> BRIEF:
Below are records; report how many of their lines contain the word "names", giving only the number.

====== EXERCISE DATA ======

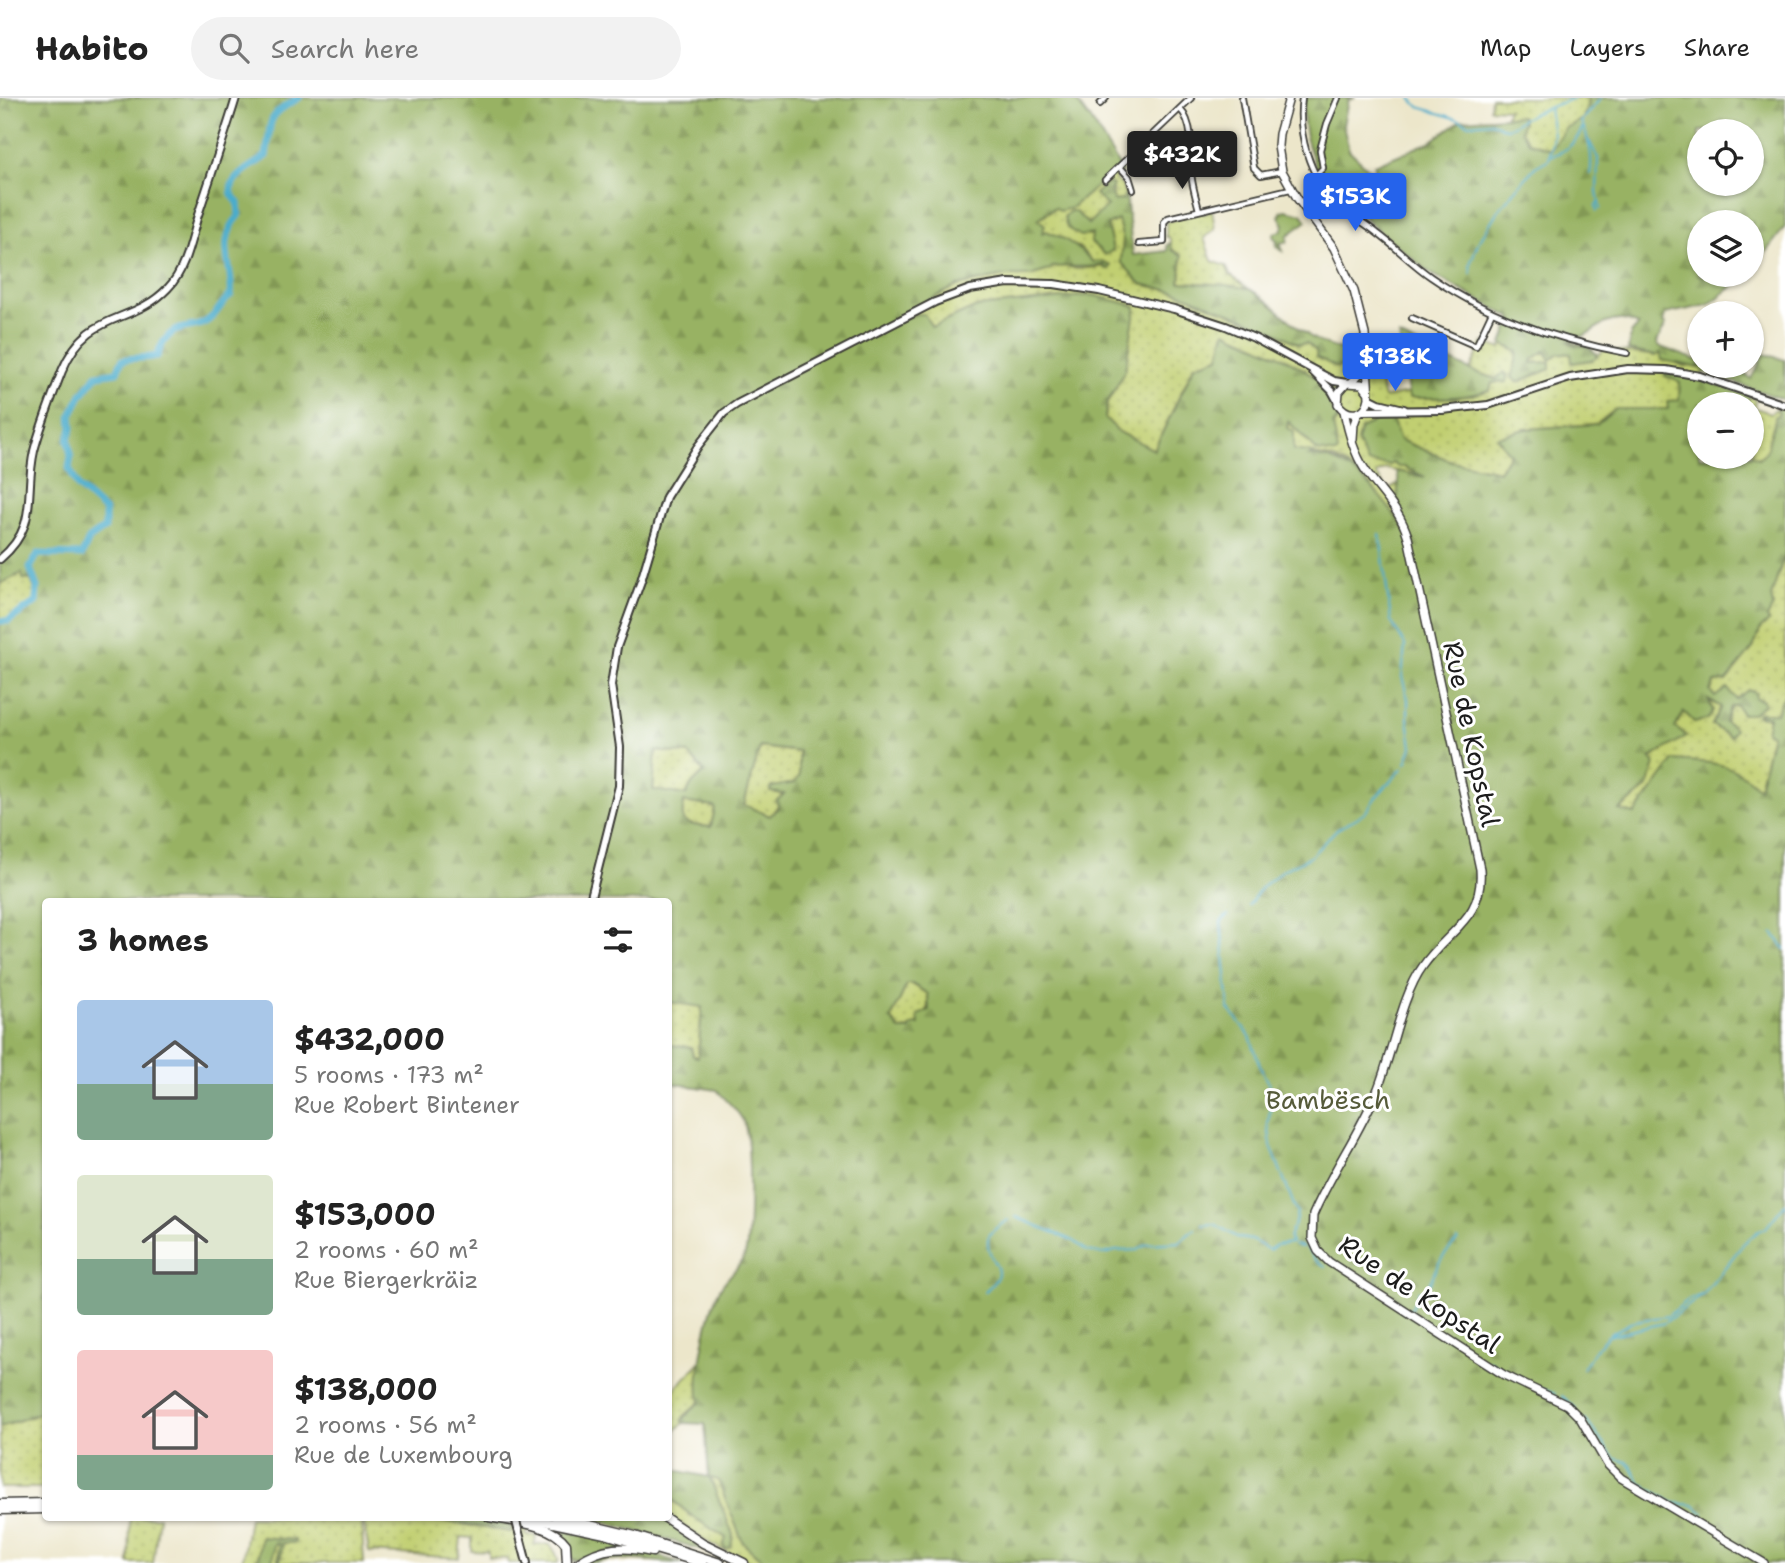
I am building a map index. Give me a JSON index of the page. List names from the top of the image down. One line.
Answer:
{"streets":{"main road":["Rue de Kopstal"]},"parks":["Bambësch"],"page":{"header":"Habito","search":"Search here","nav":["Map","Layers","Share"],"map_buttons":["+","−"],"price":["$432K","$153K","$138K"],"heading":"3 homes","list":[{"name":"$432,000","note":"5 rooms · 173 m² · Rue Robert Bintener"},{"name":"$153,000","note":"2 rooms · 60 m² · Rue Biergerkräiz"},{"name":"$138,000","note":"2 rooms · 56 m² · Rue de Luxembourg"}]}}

======
====== EXERCISE DATA ======

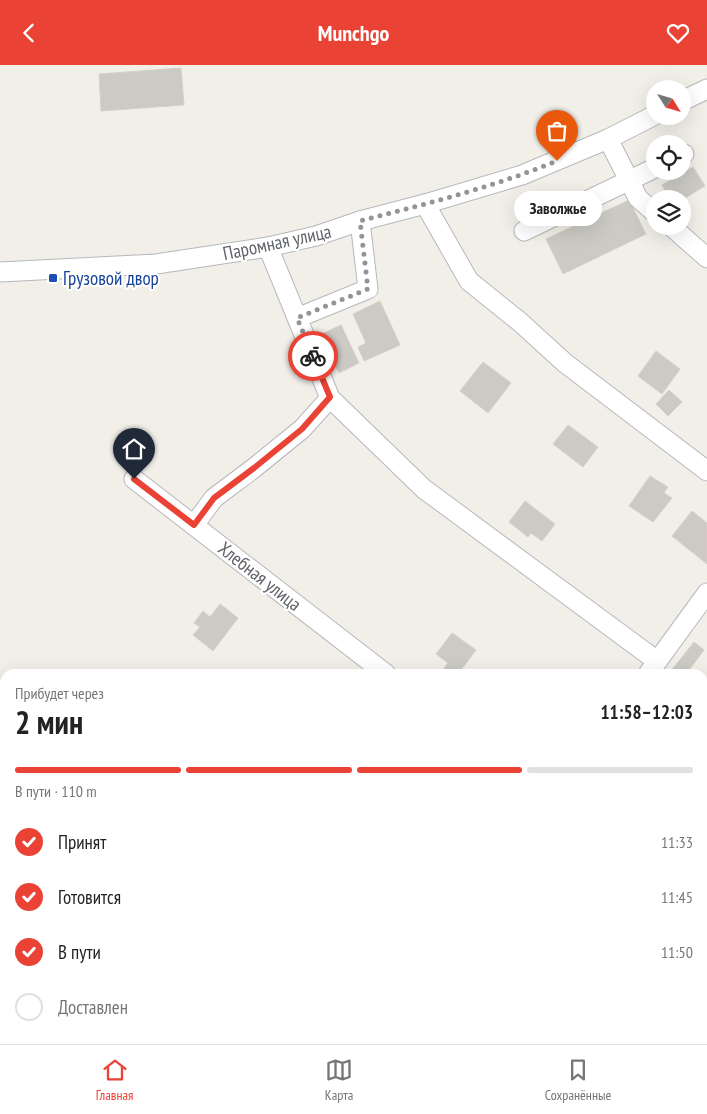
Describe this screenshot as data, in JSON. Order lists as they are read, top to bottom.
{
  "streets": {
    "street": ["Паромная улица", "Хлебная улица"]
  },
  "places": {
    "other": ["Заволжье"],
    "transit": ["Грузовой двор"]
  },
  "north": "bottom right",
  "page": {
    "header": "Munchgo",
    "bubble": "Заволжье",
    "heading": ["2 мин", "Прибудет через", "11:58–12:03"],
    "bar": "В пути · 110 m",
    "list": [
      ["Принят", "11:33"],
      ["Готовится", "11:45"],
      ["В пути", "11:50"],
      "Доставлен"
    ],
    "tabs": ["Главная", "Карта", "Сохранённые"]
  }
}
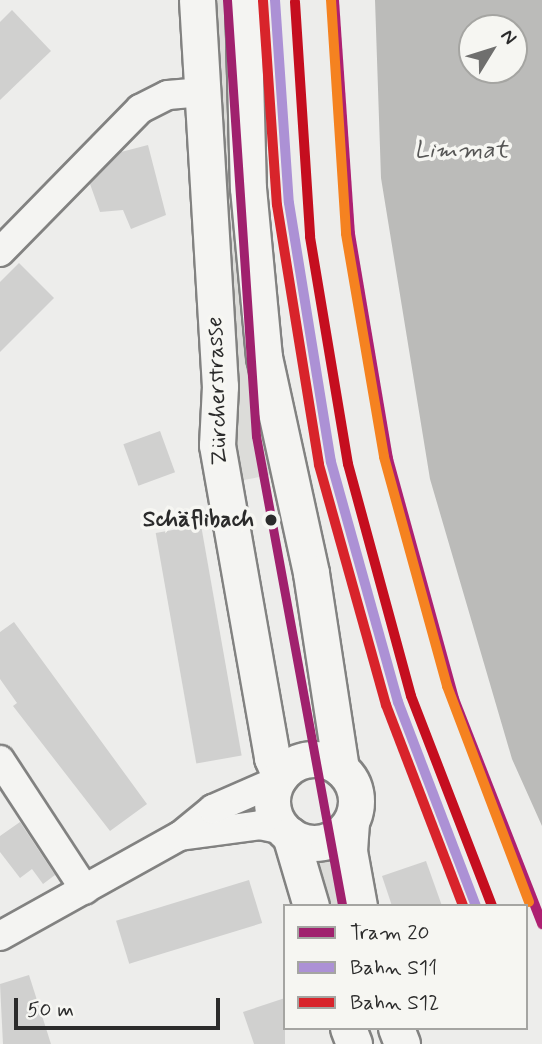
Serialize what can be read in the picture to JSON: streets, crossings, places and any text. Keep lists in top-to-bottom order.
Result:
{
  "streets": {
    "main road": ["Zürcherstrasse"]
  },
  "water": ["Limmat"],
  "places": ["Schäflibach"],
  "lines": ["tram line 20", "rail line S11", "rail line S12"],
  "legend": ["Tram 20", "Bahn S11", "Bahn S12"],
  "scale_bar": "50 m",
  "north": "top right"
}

======
====== EXERCISE DATA ======

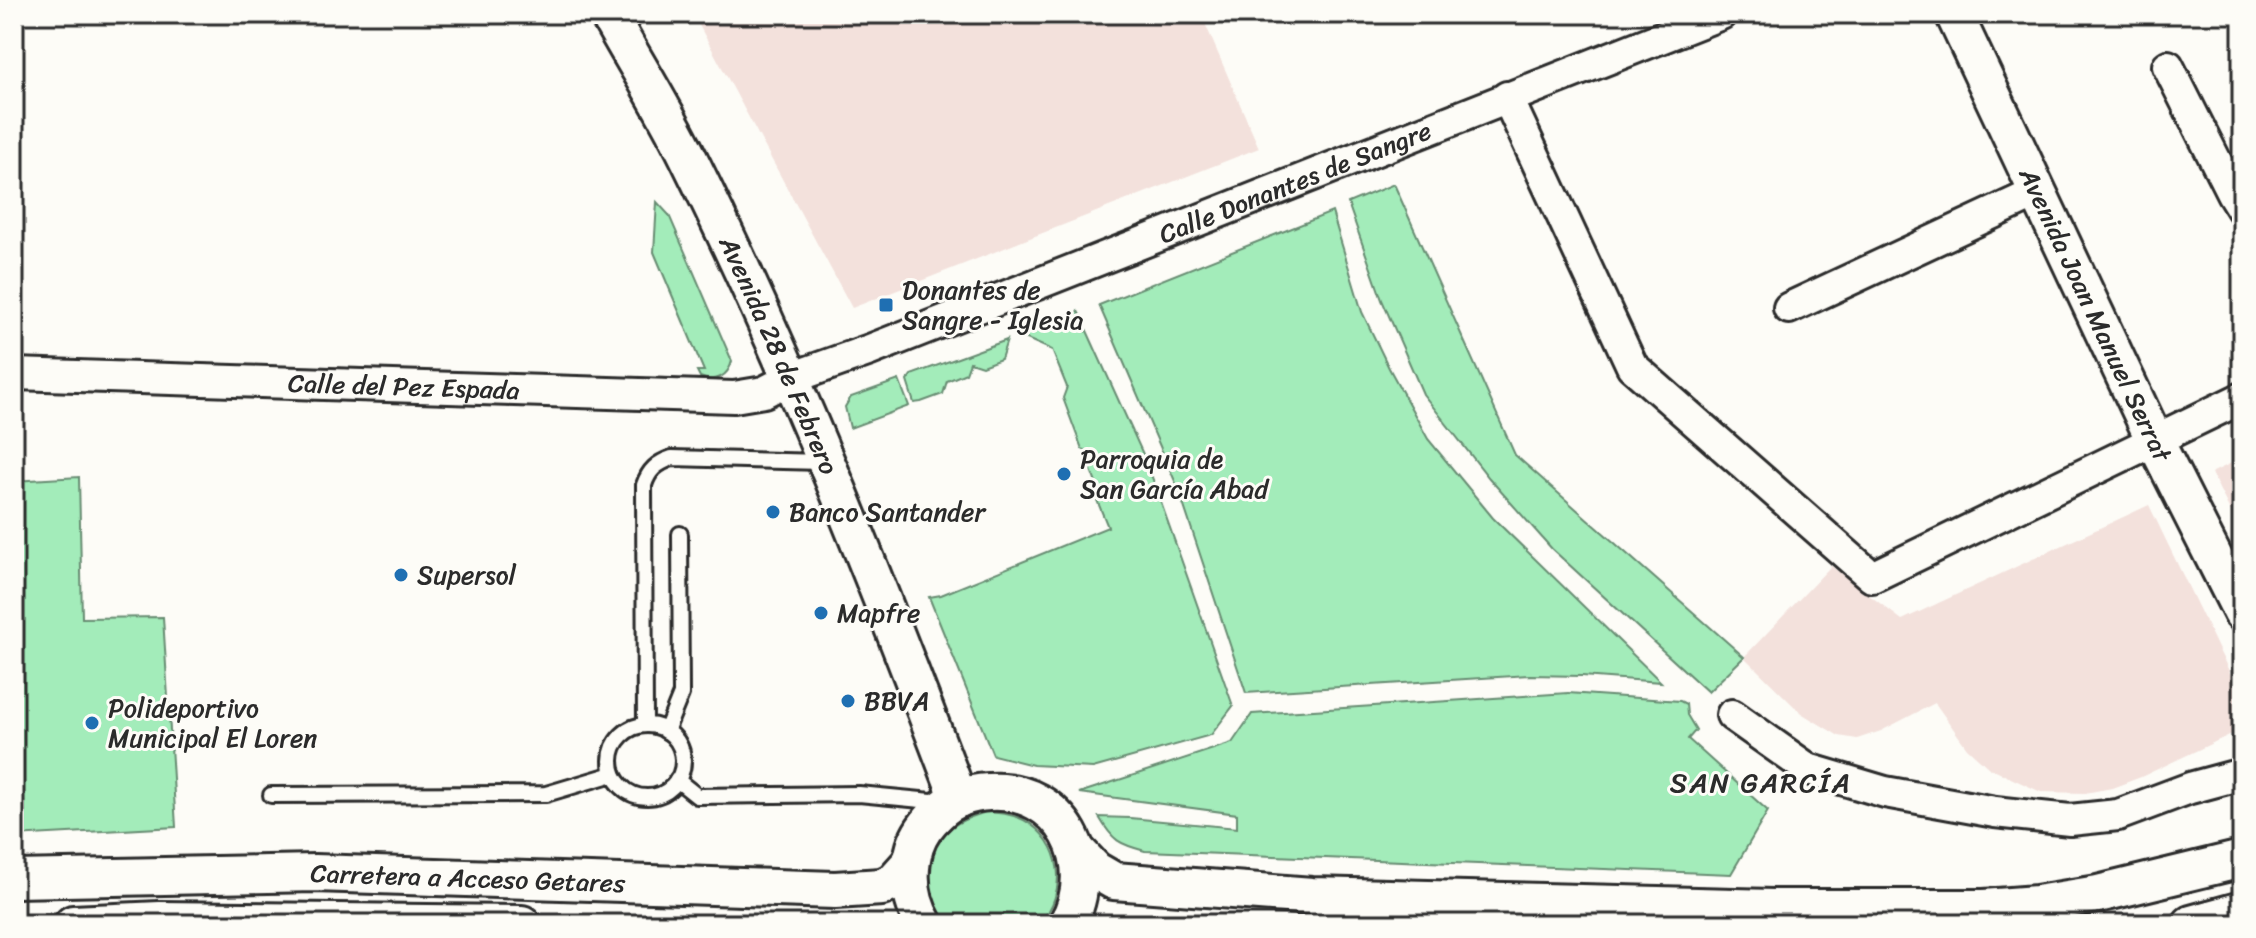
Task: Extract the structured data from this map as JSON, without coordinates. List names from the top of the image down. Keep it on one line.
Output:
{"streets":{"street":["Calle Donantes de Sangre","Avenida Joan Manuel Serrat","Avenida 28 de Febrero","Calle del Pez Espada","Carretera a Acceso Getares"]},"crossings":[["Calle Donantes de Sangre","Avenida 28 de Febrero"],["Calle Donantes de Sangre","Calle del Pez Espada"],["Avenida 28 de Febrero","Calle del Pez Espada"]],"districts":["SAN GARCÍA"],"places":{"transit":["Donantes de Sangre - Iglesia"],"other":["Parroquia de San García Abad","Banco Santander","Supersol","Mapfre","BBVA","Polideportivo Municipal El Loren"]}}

======

> RESPONSE BELOW:
2